▸ **Required action**
The answer is a single figure: how many lines below contain the word "Boulevard".

● ● ● ● ● ● ●

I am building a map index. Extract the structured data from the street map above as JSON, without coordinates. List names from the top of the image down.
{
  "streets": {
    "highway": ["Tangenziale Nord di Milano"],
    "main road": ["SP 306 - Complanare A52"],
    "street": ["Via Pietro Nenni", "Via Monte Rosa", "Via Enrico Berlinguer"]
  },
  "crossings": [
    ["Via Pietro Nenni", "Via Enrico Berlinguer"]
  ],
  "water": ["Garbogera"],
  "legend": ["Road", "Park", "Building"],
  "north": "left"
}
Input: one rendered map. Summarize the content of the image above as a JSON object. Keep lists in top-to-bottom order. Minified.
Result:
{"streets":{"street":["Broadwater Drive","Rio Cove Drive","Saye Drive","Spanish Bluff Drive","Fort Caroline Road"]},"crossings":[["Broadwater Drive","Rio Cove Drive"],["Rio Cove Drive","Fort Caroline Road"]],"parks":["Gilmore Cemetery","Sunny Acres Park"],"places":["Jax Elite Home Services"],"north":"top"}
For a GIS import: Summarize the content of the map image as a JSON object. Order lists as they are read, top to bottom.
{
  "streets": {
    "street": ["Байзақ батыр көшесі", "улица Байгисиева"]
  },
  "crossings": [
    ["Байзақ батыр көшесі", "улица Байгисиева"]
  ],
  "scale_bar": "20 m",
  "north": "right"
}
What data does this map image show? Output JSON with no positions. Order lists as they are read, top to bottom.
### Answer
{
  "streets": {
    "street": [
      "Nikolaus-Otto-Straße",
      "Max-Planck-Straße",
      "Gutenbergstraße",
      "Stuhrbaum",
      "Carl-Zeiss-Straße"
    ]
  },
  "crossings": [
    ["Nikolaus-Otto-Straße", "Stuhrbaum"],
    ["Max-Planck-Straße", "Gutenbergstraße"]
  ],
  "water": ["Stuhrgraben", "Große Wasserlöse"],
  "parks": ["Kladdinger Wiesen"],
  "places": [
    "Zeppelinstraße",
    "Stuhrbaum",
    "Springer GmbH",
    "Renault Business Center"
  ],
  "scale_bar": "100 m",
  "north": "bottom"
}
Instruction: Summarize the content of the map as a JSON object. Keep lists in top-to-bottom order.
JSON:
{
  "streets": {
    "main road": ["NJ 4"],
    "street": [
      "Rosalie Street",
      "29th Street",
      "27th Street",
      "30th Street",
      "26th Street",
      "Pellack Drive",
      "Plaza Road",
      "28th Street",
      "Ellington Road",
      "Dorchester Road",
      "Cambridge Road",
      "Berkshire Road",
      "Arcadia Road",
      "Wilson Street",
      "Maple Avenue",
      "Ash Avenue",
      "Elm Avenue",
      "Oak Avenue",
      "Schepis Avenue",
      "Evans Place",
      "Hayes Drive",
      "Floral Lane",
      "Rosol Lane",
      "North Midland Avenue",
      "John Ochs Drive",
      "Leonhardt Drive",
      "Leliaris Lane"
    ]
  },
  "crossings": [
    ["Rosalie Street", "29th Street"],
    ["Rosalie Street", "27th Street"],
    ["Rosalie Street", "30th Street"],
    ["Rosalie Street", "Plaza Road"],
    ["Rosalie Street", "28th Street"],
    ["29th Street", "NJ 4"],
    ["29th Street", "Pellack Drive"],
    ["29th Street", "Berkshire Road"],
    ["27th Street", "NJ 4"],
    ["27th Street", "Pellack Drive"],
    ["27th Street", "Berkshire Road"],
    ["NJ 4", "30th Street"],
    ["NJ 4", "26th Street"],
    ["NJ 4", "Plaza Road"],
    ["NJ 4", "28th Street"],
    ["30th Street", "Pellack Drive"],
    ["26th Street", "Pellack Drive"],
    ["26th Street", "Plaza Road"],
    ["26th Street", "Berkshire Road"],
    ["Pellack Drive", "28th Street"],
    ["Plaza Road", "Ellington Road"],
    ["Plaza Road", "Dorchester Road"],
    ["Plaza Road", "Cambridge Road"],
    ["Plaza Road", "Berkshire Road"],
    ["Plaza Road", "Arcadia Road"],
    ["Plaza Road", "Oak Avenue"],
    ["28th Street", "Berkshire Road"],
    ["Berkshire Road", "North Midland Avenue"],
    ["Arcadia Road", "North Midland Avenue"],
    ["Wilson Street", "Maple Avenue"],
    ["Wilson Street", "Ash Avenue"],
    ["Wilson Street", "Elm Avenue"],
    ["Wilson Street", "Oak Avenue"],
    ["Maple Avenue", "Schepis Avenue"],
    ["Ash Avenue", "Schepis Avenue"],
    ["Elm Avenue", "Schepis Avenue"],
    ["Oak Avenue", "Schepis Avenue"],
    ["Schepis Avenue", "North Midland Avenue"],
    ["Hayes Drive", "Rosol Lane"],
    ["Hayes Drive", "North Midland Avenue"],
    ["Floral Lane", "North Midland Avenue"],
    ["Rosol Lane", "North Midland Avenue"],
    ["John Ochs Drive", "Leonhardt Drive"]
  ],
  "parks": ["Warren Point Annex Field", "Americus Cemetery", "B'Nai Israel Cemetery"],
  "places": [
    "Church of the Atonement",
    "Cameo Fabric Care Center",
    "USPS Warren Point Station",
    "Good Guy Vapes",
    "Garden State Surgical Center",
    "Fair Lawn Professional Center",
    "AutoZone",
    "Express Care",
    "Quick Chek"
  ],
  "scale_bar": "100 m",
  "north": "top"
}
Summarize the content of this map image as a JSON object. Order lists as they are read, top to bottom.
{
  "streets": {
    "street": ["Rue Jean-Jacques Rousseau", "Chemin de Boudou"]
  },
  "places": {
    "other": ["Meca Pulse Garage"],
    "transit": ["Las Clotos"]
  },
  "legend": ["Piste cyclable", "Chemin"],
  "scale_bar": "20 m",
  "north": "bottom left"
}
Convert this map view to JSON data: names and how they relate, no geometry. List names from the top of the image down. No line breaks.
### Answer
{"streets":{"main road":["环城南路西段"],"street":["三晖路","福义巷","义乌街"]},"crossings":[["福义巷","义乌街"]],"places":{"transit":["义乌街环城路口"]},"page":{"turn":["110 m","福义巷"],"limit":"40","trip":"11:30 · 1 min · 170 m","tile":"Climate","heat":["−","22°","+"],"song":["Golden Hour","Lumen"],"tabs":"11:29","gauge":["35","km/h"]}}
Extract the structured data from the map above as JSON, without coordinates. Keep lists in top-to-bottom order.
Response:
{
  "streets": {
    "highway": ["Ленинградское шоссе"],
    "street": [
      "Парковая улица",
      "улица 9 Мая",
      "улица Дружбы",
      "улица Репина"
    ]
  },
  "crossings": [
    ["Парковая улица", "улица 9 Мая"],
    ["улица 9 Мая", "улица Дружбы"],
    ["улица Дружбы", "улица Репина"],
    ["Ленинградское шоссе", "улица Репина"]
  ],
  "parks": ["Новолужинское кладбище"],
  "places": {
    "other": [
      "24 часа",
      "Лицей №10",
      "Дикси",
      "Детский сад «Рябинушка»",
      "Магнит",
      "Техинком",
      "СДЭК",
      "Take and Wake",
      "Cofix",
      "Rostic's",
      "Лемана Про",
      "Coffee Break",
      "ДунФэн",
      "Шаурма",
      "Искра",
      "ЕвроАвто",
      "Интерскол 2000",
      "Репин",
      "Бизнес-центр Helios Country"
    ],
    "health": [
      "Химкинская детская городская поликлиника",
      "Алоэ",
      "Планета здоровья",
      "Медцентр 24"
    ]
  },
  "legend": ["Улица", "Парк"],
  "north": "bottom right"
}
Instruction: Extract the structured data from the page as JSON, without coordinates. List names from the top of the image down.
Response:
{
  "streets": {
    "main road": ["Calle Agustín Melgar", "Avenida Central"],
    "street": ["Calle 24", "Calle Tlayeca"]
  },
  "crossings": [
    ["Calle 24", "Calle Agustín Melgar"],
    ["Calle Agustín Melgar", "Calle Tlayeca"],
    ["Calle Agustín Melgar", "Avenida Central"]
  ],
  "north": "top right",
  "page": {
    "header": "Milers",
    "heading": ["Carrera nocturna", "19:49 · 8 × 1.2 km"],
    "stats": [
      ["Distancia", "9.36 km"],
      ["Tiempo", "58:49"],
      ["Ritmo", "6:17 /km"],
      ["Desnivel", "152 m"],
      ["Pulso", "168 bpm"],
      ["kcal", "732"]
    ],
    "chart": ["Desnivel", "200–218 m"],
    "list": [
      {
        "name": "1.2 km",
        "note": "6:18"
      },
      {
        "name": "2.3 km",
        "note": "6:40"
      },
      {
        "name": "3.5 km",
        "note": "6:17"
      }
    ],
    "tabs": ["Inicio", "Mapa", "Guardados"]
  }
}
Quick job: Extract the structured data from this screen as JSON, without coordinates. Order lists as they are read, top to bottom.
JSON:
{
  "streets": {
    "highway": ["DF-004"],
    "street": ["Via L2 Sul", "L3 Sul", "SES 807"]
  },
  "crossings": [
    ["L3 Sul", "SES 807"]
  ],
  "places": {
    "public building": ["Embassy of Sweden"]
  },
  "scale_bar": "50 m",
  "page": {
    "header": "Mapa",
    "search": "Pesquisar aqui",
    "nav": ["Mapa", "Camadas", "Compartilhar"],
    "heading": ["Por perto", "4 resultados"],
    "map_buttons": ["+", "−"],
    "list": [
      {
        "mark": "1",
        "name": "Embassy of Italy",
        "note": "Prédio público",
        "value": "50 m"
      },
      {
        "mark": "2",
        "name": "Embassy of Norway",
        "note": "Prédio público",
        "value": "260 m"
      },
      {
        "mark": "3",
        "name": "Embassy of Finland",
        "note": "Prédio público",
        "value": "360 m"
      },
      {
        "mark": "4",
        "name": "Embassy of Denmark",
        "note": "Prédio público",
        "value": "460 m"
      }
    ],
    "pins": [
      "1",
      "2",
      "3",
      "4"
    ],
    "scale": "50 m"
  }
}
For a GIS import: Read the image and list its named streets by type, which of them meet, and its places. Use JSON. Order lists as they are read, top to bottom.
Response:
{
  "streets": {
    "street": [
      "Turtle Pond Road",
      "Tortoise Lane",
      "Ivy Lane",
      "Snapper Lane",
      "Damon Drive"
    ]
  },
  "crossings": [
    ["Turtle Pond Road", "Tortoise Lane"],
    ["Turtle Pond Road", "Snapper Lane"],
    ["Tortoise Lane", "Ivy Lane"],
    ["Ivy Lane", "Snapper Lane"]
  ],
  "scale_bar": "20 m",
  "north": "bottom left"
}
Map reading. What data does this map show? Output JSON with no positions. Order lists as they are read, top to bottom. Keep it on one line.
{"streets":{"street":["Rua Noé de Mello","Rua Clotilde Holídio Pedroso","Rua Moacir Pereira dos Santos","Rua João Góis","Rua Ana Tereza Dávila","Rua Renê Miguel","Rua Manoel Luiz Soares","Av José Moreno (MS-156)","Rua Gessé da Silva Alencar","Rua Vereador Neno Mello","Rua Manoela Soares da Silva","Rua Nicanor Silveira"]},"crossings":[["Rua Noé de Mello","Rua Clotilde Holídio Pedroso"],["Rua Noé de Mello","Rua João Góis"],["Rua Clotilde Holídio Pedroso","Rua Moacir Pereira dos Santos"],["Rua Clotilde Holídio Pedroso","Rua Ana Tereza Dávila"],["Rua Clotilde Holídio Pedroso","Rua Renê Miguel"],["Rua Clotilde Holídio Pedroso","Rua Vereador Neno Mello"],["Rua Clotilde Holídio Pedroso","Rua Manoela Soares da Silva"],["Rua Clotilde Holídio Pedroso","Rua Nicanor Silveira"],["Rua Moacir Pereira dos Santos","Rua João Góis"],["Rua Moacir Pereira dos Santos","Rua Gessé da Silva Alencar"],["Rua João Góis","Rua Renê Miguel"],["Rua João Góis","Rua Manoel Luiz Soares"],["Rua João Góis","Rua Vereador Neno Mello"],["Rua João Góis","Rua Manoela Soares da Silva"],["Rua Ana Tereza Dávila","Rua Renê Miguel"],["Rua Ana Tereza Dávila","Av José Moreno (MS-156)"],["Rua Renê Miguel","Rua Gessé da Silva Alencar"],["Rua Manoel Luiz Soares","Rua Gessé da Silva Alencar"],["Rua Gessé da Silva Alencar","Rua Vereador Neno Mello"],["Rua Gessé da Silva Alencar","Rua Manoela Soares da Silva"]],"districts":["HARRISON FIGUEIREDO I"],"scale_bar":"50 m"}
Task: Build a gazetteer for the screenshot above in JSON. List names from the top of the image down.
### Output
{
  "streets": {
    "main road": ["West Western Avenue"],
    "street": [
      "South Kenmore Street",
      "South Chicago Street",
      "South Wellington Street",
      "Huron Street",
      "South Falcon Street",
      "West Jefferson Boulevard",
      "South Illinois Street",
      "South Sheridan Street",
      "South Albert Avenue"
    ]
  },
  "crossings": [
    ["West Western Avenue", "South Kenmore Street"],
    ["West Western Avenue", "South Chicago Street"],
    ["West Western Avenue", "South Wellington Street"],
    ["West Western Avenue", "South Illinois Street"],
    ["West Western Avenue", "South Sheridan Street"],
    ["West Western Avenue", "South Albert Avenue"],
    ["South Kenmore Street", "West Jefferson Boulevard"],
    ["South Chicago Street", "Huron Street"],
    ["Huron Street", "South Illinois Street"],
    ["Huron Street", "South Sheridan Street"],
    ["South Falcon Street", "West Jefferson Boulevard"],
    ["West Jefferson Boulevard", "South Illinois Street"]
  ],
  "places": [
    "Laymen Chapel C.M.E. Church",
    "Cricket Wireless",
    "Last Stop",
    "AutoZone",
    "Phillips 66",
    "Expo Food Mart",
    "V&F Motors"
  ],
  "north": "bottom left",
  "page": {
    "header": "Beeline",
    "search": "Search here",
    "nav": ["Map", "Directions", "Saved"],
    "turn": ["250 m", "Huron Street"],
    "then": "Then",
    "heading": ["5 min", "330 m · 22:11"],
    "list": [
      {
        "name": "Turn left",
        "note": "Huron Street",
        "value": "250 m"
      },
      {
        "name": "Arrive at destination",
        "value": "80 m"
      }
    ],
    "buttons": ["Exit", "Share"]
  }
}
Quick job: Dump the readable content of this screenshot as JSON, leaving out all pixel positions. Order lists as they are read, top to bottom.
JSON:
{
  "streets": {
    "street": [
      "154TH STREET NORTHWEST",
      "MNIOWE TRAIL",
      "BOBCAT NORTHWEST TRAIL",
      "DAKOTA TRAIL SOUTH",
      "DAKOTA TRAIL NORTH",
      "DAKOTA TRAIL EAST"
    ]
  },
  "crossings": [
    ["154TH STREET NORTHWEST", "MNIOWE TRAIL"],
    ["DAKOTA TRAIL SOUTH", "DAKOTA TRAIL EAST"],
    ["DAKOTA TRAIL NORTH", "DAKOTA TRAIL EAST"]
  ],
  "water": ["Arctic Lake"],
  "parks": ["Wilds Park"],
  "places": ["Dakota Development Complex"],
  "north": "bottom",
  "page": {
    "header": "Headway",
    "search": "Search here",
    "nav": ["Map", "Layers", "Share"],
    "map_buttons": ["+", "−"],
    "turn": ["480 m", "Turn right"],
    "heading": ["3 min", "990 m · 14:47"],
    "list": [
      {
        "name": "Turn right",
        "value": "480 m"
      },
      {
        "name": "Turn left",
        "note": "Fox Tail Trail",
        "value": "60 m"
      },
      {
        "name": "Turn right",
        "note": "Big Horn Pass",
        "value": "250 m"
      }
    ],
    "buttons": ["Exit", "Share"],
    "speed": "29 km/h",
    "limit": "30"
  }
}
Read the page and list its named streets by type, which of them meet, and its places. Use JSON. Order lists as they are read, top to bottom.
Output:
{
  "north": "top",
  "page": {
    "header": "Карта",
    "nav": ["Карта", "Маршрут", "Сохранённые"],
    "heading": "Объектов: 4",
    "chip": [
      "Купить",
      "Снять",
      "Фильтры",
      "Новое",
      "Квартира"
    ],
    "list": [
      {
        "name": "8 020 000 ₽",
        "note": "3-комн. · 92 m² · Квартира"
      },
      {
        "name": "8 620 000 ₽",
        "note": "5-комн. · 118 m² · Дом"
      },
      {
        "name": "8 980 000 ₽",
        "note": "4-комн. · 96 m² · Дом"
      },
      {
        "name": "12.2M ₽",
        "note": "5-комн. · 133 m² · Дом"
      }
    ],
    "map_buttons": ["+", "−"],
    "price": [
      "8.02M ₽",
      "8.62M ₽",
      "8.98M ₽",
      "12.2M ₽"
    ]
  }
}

● ● ● ● ● ● ●

▸ **Expected answer**
4